Dec. 7 (Bloomberg) -- Ethanol futures fell in Chicago on speculation that production and supply of the fuel are ample to meet demand for blending.

U.S. ethanol output was 885,000 barrels a day in the week ended Nov. 26 as inventories swelled to 17.1 million barrels, the highest level in two months, according to a Dec. 1 report from the Energy Department, the most recent data available. Production of conventional gasoline blended with ethanol tumbled 6.8 percent to 4.52 million barrels a day, the lowest level since April 30.

“It’s weak, especially the prompt stuff,” said Jim Damask, a manager at BiofuelsConnect, a Heathrow, Florida-based alternative energy broker. “There’s a lot of supply.
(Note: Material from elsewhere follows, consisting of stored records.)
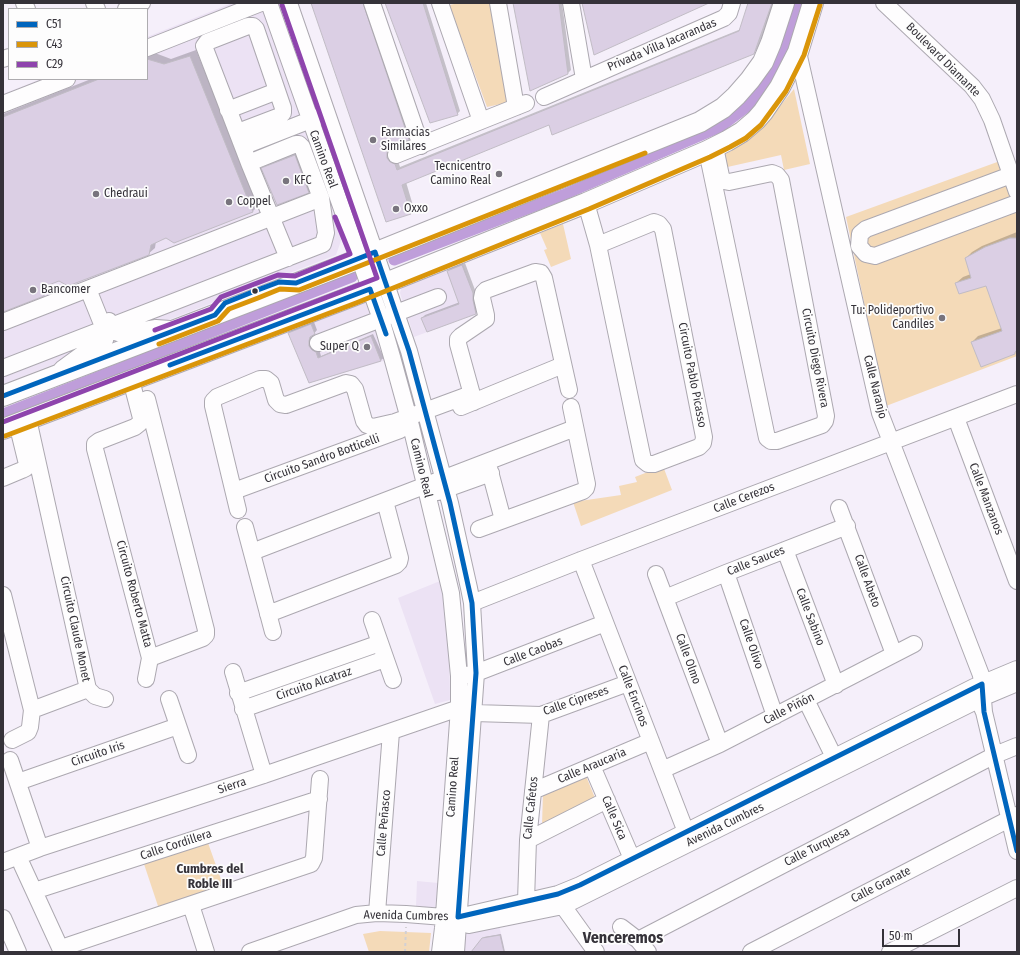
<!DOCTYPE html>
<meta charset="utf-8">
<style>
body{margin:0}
#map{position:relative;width:1020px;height:955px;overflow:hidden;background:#f5effa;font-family:"Fira Sans Condensed",sans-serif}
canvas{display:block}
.frame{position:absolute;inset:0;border:4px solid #353239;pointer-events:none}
.legend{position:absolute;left:8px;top:8px;width:140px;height:72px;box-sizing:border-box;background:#fdfdfd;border:1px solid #adacaf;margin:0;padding:5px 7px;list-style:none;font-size:12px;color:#353239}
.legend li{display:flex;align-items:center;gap:8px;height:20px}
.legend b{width:20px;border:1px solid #adacaf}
.scale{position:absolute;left:882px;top:929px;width:78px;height:18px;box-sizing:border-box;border:2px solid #353239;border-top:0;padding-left:5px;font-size:12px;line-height:14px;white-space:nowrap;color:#353239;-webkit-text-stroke:3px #fdfdfd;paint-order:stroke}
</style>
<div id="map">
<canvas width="1020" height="955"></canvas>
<div class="frame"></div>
<ul class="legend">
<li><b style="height:5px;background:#0065bd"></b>C51</li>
<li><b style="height:5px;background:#da9509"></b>C43</li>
<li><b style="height:5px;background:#8e44ad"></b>C29</li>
</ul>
<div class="scale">50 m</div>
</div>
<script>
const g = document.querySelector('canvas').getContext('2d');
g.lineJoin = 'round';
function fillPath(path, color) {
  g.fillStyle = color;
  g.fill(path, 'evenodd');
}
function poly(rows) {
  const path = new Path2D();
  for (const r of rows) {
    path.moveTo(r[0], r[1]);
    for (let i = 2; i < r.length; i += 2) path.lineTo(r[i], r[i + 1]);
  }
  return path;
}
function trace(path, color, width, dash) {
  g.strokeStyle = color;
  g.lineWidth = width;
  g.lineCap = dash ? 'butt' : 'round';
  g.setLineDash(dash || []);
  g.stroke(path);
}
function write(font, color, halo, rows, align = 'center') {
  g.font = font + ' "Fira Sans Condensed",sans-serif';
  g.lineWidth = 3.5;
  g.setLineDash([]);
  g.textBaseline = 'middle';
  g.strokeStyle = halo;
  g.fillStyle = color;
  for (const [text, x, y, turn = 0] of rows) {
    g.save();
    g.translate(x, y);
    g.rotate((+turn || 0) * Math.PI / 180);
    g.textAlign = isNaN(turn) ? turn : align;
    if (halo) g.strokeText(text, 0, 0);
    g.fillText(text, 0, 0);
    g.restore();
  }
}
const built = poly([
 [232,3,260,3,343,235,336,255,3,384,3,94,41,79,147,79,147,37],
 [462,262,473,293,478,313,414,337,400,293,401,289,406,283],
 [365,297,387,360,309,383,287,329],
 [440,581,449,637,450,700,435,704,398,598],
 [417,881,438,883,435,908,416,906],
 [499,925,505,952,464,952,466,933]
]);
const green = poly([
 [459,3,490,3,510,102,487,107,449,5],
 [794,89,810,164,784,170,781,155,723,168,720,157,731,151,763,127],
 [1000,161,1017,206,1017,356,886,406,846,217],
 [563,224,571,259,551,267,544,250,547,249,540,233],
 [663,466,672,490,581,526,573,502,621,495,619,486,637,482,635,477],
 [586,776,595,798,542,825,543,793],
 [207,840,224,888,159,909,143,861],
 [380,931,431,933,429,952,369,952,363,934]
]);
const shadow = poly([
 [312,3,367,3,412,135,408,139,391,146,390,149,390,154,398,161,400,167,741,29,749,3,774,3,764,34,757,49,754,53,549,124,406,182,414,209,411,213],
 [386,3,426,3,460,111,457,114],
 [514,3,562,3,571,70,568,73],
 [196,50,259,205,253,211,174,242,166,237,156,241,155,248,148,254,51,283,50,288,43,295,3,311,3,114,91,79,147,79,147,57,155,53,171,59],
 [301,149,315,185,308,192,263,168,269,162],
 [1017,232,1017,351,1014,353,972,342,978,336,1002,328,986,284,956,283,963,277,971,274,966,258,972,252,982,246],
 [465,263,475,290,475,297,478,310,475,313,422,318,425,315,460,302,448,271,451,268],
 [314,322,317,330,311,337,312,343,319,349,321,356,373,334,384,358,381,360,310,382,289,333,292,330],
 [501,934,505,952,476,952,476,948,484,937]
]);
const canal = poly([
 [394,260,563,195,720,127,749,105,763,89,775,70,785,46,799,3],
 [3,414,352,277]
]);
const building = poly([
 [311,3,363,3,409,140,389,148,387,153,387,158,390,162,395,164,397,170,739,31,748,3,772,3,754,54,552,135,549,125,402,185,411,214,386,222,311,3],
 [385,3,423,3,458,115,430,123,385,3],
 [513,3,559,3,568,74,530,91,513,3],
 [582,3,709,3,594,55,582,3],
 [190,56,253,212,174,243,166,238,151,245,149,255,68,286,59,281,46,286,44,296,3,312,3,117,99,79,147,79,147,59,164,64,190,56],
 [295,155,309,193,277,205,261,168,295,155],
 [1010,238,1017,238,1017,351,1015,352,1015,354,981,367,971,342,1002,331,986,286,959,294,955,283,971,278,965,258,985,247,1010,238],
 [462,265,473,293,473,300,476,314,427,332,421,318,459,304,447,271,462,265],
 [311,324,315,334,310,337,309,341,309,346,312,350,316,352,318,358,371,336,381,361,309,383,288,333,311,324],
 [500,935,504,952,471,952,482,938,500,935]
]);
const path = poly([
 [405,952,406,927]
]);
const minor = poly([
 [24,3,27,9],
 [94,3,97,9],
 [269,3,381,319,392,357,411,426,451,593,459,676,459,708,443,928,440,952],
 [289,3,409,351,450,503,469,588,472,603,476,673,456,952],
 [372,3,421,146],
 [440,3,481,121],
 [498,3,516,107],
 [571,3,584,79],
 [884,3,972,86,982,99,992,120,1017,192],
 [126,9,142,3],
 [147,48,261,3],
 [798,52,880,413,981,675,984,712],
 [3,59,9,57],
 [544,97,724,18,729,13,732,3],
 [3,104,67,79],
 [228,110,277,91],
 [238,132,280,116,283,113,283,108,256,29,253,26,248,26,207,42,204,46,249,163,288,258],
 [244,146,318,117],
 [707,151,767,438,771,441,777,441,822,425,825,421,826,416,781,180,777,175,772,173,729,182,724,181,721,176,715,147],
 [396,155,526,103],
 [1011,175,866,229,860,234,859,246,866,254,875,256,1017,203],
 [586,203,598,245,643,460,648,464,654,464,699,447,703,443,704,437,663,229,659,224,654,222,598,245],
 [109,321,115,332,121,334,156,328,170,329],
 [3,322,321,198],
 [318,343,438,297],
 [3,368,323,244,326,233,321,198,302,147,299,144,296,144,249,163],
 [62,369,88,350,105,340,106,336,104,329,88,289],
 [131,380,141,418,140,423,135,427,99,441,95,444,95,449,150,658,146,679],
 [147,399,206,630,206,635,203,638,150,658],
 [474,402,458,344,458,339,461,336,486,319,486,315,482,298,483,293,486,290,535,272,541,273,544,278,569,390],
 [461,407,563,365],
 [956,418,1017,581],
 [488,464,503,520],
 [3,478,22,470,26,468,27,464,17,423],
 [234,491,400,430],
 [438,492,491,473],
 [839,508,894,654],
 [238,510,213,406,213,401,217,397,260,379,266,379,271,383,276,400,280,404,286,405,346,383,351,384,355,389,364,421,367,425,373,427,395,422,471,394],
 [245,527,273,632],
 [479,529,583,491,586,488,587,484,571,407],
 [785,550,836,685],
 [252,552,575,428],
 [581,560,686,832],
 [726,573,775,716],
 [656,574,720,744],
 [3,595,32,710,88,689,28,419],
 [665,598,726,573,847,526],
 [472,603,581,560,1017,394],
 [268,614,396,565,399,562,400,558,385,501],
 [372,620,393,680],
 [233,672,264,775],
 [466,675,476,673,605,623],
 [88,689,95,696,105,699],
 [238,693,380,643],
 [169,699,188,755],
 [806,700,834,757],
 [980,703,984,712,1017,851],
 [243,709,385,659],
 [474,713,541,715,628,683],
 [12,740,28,732,30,727,32,710],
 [10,760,40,848],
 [592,766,636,868],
 [662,770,720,744,914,644],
 [18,782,178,726],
 [533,791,651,741],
 [528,840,607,800],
 [3,862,40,848,264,775,459,708],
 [22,865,62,952],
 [34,891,319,799],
 [526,901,528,840,541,715],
 [191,905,206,952],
 [563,906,596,952],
 [377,913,391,732],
 [3,918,18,952],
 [469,925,563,906,984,697,1017,683],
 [621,927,638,940,648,952],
 [638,940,995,755,1017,746],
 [61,948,311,864,314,858,320,779],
 [250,952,356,915,377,913,406,914,444,917,458,917,558,894,580,885,974,687,1017,669],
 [751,952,1017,815],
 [890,952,1017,888]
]);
const major = poly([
 [3,396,342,266,700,122,723,108,736,96,750,80,763,62,771,43,784,3],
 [3,429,353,296,586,203,707,151,727,141,742,132,756,120,763,112,780,87,798,52,813,3]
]);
const bus1 = poly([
 [170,365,370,289,386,334],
 [3,396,215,315,225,303,255,291,279,282,296,283,375,252,409,351,450,503,472,603,476,673,458,917,558,894,580,885,982,684,984,712,1017,851]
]);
const bus2 = poly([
 [159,344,218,321,229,309,258,298,280,289,299,290,645,153],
 [5,436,356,303,589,209,710,157,730,147,746,138,761,125,786,91,804,55,820,5]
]);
const bus3 = poly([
 [155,330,211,309,221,297,252,285,278,275,295,276,350,254,335,217],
 [3,422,377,278,282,5]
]);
const markers = [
 [373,140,4,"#78747d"],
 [499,174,4,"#78747d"],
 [286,181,4,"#78747d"],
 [96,194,4,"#78747d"],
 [229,202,4,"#78747d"],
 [396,209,4,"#78747d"],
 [33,290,4,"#78747d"],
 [255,291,3.5,"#353239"],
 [942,318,4,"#78747d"],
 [367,347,4,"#78747d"]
];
const streetNames = [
 ["Privada Villa Jacarandas",662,45,-23],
 ["Boulevard Diamante",943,60,45],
 ["Camino Real",323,159,70],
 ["Circuito Diego Rivera",815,358,79],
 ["Circuito Pablo Picasso",692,375,79],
 ["Calle Naranjo",875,387,76],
 ["Circuito Sandro Botticelli",322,459,-20],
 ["Camino Real",421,468,76],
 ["Calle Cerezos",744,498,-21],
 ["Calle Manzanos",986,499,69],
 ["Calle Sauces",756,561,-22],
 ["Calle Abeto",867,581,70],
 ["Circuito Roberto Matta",134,594,75],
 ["Calle Sabino",810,617,69],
 ["Circuito Claude Monet",75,629,78],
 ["Calle Olivo",751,644,71],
 ["Calle Caobas",533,652,-21],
 ["Calle Olmo",688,659,70],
 ["Circuito Alcatraz",314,684,-19],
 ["Calle Encinos",633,696,69],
 ["Calle Cipreses",576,701,-19],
 ["Calle Piñón",789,709,-27],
 ["Circuito Iris",98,754,-19],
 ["Calle Araucaria",592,766,-23],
 ["Sierra",232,786,-18],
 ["Camino Real",453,787,-86],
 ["Calle Cafetos",531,808,-84],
 ["Calle Sica",614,818,67],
 ["Calle Peñasco",384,823,-85],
 ["Avenida Cumbres",725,825,-26],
 ["Calle Cordillera",176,845,-18],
 ["Calle Turquesa",817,847,-27],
 ["Calle Granate",881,885,-27],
 ["Avenida Cumbres",406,916,1]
];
const poiNames = [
 ["Farmacias",381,133],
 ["Similares",381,147],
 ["Tecnicentro",491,167,"right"],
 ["Camino Real",491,181,"right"],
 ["KFC",294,181],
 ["Chedraui",104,194],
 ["Coppel",237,202],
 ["Oxxo",404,209],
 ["Bancomer",41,290],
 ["Tu: Polideportivo",934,311,"right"],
 ["Candiles",934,325,"right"],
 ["Super Q",359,347,"right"]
];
const neighbourhoodNames = [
 ["Cumbres del",210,869],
 ["Roble III",210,884]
];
const districtNames = [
 ["Venceremos",623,939]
];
fillPath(built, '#ece2f4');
fillPath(green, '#f4dab8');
fillPath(shadow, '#0003');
trace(canal, '#bf9eda', 11);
fillPath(building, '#dbcfe4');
trace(building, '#c1bcc5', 1);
trace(minor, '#aca8b0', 18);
trace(major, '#aca8b0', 22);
trace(path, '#d2d0d4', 2, [3, 3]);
trace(minor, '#fefdfe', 16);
trace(major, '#fefdfe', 20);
trace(bus1, '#0065bd', 5);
trace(bus2, '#da9509', 5);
trace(bus3, '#8e44ad', 5);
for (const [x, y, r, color] of markers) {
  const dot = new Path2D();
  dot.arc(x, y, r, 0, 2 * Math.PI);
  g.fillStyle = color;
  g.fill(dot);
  trace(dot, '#fdfdfd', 1.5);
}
write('12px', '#353239', '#fdfdfd', streetNames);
write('12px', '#353239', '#fdfdfd', poiNames, 'left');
write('bold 13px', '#353239', '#fdfdfd', neighbourhoodNames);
write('bold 16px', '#353239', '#fdfdfd', districtNames);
</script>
Now everyone has all this ethanol they want to sell.”

Denatured ethanol for January delivery fell 0.8 cent, or 0.4 percent, to settle at $2.062 a gallon on the Chicago Board of Trade.
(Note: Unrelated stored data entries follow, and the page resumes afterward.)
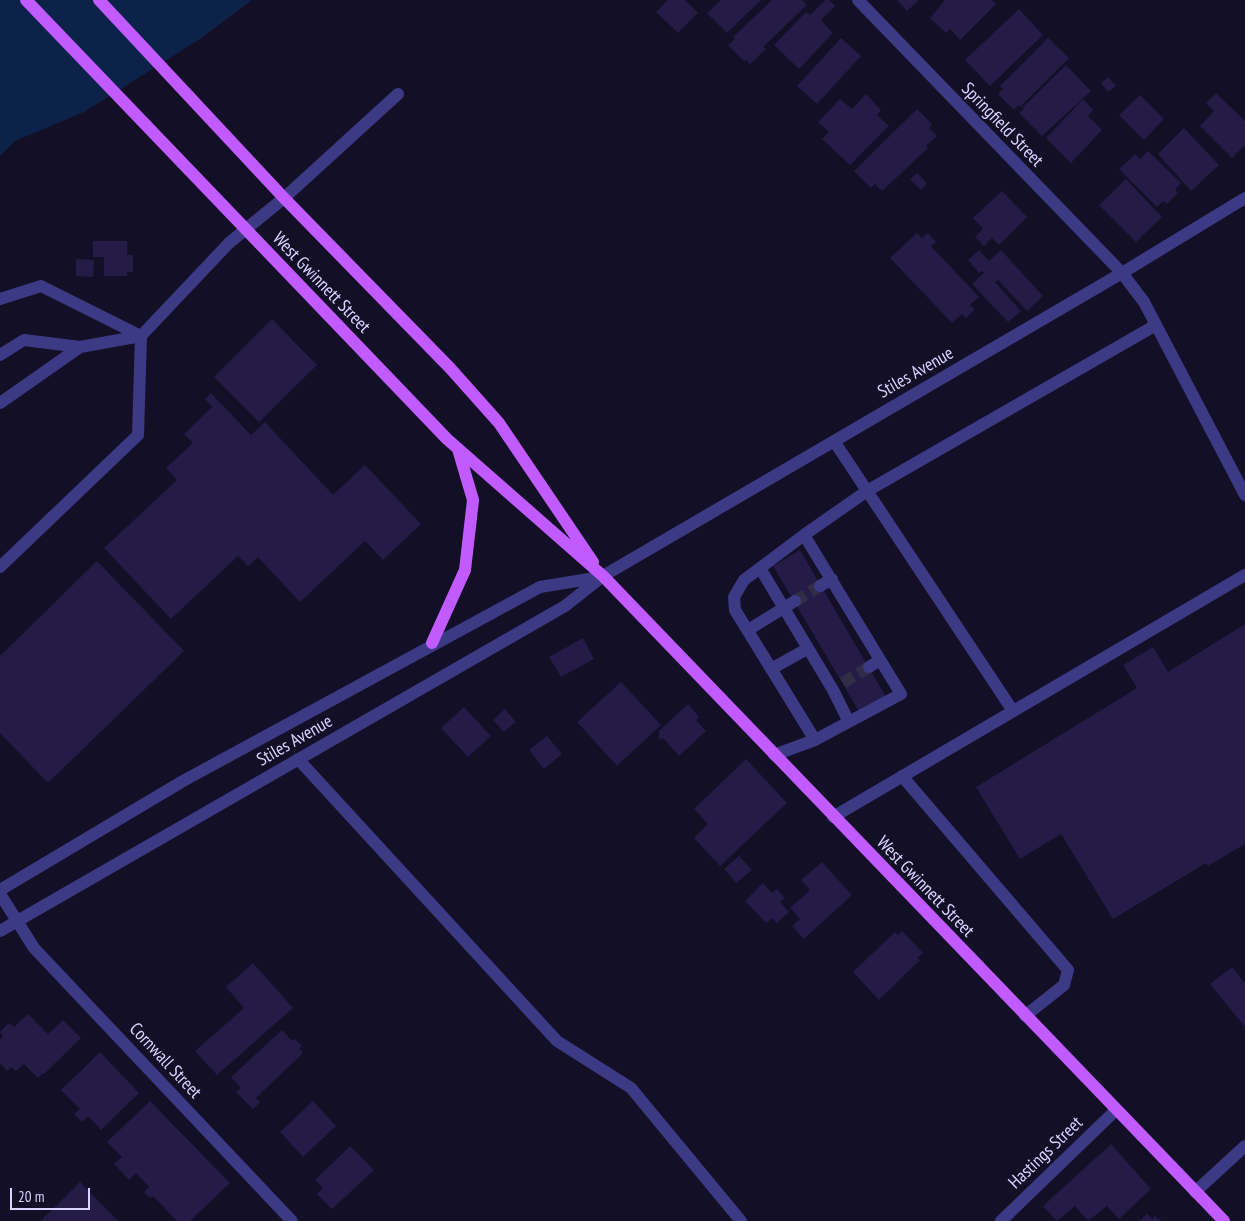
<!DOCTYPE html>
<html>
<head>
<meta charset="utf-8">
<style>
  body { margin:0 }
  #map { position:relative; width:1245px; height:1221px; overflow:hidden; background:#130f26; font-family:"PT Sans Narrow",sans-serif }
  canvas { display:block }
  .scale { position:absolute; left:10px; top:1188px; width:80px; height:22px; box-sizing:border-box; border:2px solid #d9d4ff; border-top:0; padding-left:6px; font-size:15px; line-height:18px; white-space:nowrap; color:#d9d4ff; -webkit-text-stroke:4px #130f26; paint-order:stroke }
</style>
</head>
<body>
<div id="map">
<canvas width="1245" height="1221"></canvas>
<div class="scale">20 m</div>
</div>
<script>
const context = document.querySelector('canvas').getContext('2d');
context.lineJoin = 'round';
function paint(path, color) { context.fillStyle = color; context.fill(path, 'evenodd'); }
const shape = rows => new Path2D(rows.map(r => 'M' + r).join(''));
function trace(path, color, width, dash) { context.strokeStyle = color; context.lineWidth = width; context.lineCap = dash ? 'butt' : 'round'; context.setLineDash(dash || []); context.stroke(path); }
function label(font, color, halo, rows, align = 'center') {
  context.font = font + ' "PT Sans Narrow",sans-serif'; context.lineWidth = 4.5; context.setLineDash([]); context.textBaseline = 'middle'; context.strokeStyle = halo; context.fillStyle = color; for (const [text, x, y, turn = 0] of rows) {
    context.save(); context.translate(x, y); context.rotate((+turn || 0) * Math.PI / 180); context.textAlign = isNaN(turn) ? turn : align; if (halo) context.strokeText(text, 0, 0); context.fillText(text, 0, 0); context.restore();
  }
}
paint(shape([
  [0,0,252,0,200,39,84,112,15,141,0,156]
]), '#0c2248');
paint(shape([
  [668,0,685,0,698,13,678,33,656,12],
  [721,0,761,0,727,33,707,13],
  [772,0,802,0,807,5,763,47,766,49,750,64,746,60,744,61,728,45,735,39,733,37],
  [825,0,829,0,835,6,821,20,833,33,799,69,774,45,806,12,810,15],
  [897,0,919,0,907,11],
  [945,0,992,0,996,4,960,40,950,29,946,33,930,18],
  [1019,9,1043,35,990,86,965,60],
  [841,38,861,56,817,104,797,86],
  [1048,38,1069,58,1020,107,1018,105,1014,110,998,94,1003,89,1000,86],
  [1066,65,1091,91,1042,136,1019,113,1024,109,1022,108],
  [1108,77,1116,86,1108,92,1101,83],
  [1216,93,1245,121,1245,145,1232,158,1200,126,1214,111,1206,103],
  [866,94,881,110,877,115,889,126,850,165,822,139,829,132,818,122,840,99,852,109],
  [1140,95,1164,119,1144,140,1119,115],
  [1083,99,1093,110,1088,116,1102,130,1071,163,1046,138],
  [917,109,932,124,929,128,937,136,926,146,928,148,882,191,875,184,871,188,854,171],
  [1184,128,1219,165,1191,191,1158,154],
  [1148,151,1181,183,1175,189,1178,193,1167,204,1163,201,1157,207,1119,169,1135,154,1140,159],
  [917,173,927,183,921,190,910,179],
  [1126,179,1162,217,1136,242,1099,205],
  [1002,191,1027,217,999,245,992,238,984,246,975,237,983,229,973,218],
  [917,233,922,238,928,233,936,242,931,246,979,297,970,305,975,310,966,318,962,314,952,323,890,258],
  [93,241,127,241,127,255,133,255,133,272,127,272,127,276,104,276,104,257,93,257],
  [979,250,989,261,1001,250,1043,296,1027,311,998,280,995,282,1021,311,1008,322,972,284,984,273,982,271,979,273,968,260],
  [76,259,94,260,93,277,76,276],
  [272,319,317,365,259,422,214,377],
  [211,393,251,435,265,422,333,495,365,465,421,524,383,560,365,541,300,602,258,557,248,566,238,556,171,619,104,548,177,480,166,468,193,443,184,434,212,407,205,399],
  [800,550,886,697,860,713,773,566],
  [97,561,184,651,48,783,0,733,0,656],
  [1245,624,1245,844,1208,866,1206,863,1113,919,1061,834,1020,859,976,787,1137,688,1123,665,1153,647,1168,672],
  [583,638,594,659,561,677,549,657],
  [621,682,661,725,617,766,577,722],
  [688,704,699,717,696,720,706,731,679,756,663,738,661,740,658,736,660,734,658,732],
  [464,707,491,736,468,757,441,728],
  [505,709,516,722,504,732,493,720],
  [547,736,562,754,544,769,529,750],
  [746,759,787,803,720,866,694,838,708,824,694,809],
  [739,856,752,870,736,883,724,869],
  [822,862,852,895,804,939,792,926,800,919,790,908,810,890,801,880],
  [763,883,772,893,777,889,785,898,780,902,789,912,777,923,772,918,766,923,745,901],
  [902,931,923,953,917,958,920,960,879,1000,853,972,895,932,898,935],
  [253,963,293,1008,217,1075,195,1051,244,1008,226,987],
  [1232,967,1245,983,1245,1027,1210,984],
  [28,1014,48,1034,63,1020,81,1038,44,1074,43,1073,38,1078,24,1064,16,1071,11,1067,7,1071,0,1063,0,1039,3,1036,0,1032,9,1023,14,1027],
  [282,1030,292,1041,295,1039,302,1046,299,1048,303,1053,256,1098,260,1102,253,1109,236,1092,241,1088,231,1077],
  [100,1052,139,1093,101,1130,88,1116,82,1122,74,1114,80,1109,61,1090],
  [150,1101,230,1183,190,1221,177,1221,153,1196,150,1198,144,1192,149,1187,136,1173,129,1180,114,1164,122,1157,107,1142],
  [313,1101,336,1126,303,1157,280,1132],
  [1111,1144,1151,1189,1119,1219,1107,1206,1088,1221,1075,1206,1057,1221,1043,1206],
  [350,1146,374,1170,332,1209,317,1194,323,1188,315,1180],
  [80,1182,118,1221,41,1221],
  [1147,1214,1152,1219,1155,1216,1161,1221,1139,1221]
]), '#241b47');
trace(shape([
  [795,601,820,586],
  [843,683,869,667]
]), '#312d47', 12, [12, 6]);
trace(shape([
  [858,0,1122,273,1144,302,1245,495],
  [0,299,41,286,141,336],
  [0,355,24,340,80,347,141,336,229,243,284,198,398,94],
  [0,403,80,347],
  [834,441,1013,711],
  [804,535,744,580,734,597,735,610,815,740],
  [0,567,138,435,141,336],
  [760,568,833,690,849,722],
  [820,586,832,579],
  [748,630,795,601],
  [869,667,880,660],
  [771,669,807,649],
  [774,755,815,740,901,694,804,535,867,491,1156,325],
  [298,759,557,1041,631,1088,741,1221],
  [902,776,1068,970,1064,985,1025,1016],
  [833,817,1245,575],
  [0,890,183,781,540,587,601,577],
  [0,894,34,948,292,1221],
  [0,931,565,606,603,576,1122,273,1245,198],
  [1195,1192,1245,1146],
  [1001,1221,1115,1111]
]), '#3d3a85', 12);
trace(shape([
  [26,0,447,439,603,576,1224,1221],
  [99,0,284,198,450,368,499,423,593,562],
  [432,643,465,570,473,500,458,449]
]), '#c25bff', 12);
label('18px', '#d9d4ff', '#130f26', [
  ["Springfield Street",1002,125,46],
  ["West Gwinnett Street",321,283,46],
  ["Stiles Avenue",916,373,-30],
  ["Stiles Avenue",295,741,-30],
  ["West Gwinnett Street",925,887,46],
  ["Cornwall Street",165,1061,47],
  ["Hastings Street",1046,1153,-44]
]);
</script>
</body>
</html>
In cash market trading, ethanol was unchanged in New York at $2.165 a gallon and in the U.S. Gulf at $2.175, according to data compiled by Bloomberg.

Ethanol on the West Coast dropped 4 cents, or 1.9 percent, to $2.125 a gallon and in Chicago the additive gained 0.5 cent to $2.06.

Production on an annualized basis was 13.6 billion gallons a day, according to the Energy Department data. There are 42 gallons in a barrel of ethanol. That’s 1.6 billion gallons more than the 12 billion the U.S. is required to use under a 2007 energy law and 1 billion gallons more than the 12.6 billion required to be blended with gasoline next year.

“There’s plenty,” Damask said. “When prices go down they jump over themselves to sell it.”

An average ethanol mill in Iowa is losing 2 cents on every gallon produced while an Illinois plant is earning 4 cents a gallon on a spot basis, according to Ag Trader Talk, an online grains information service in Clive, Iowa.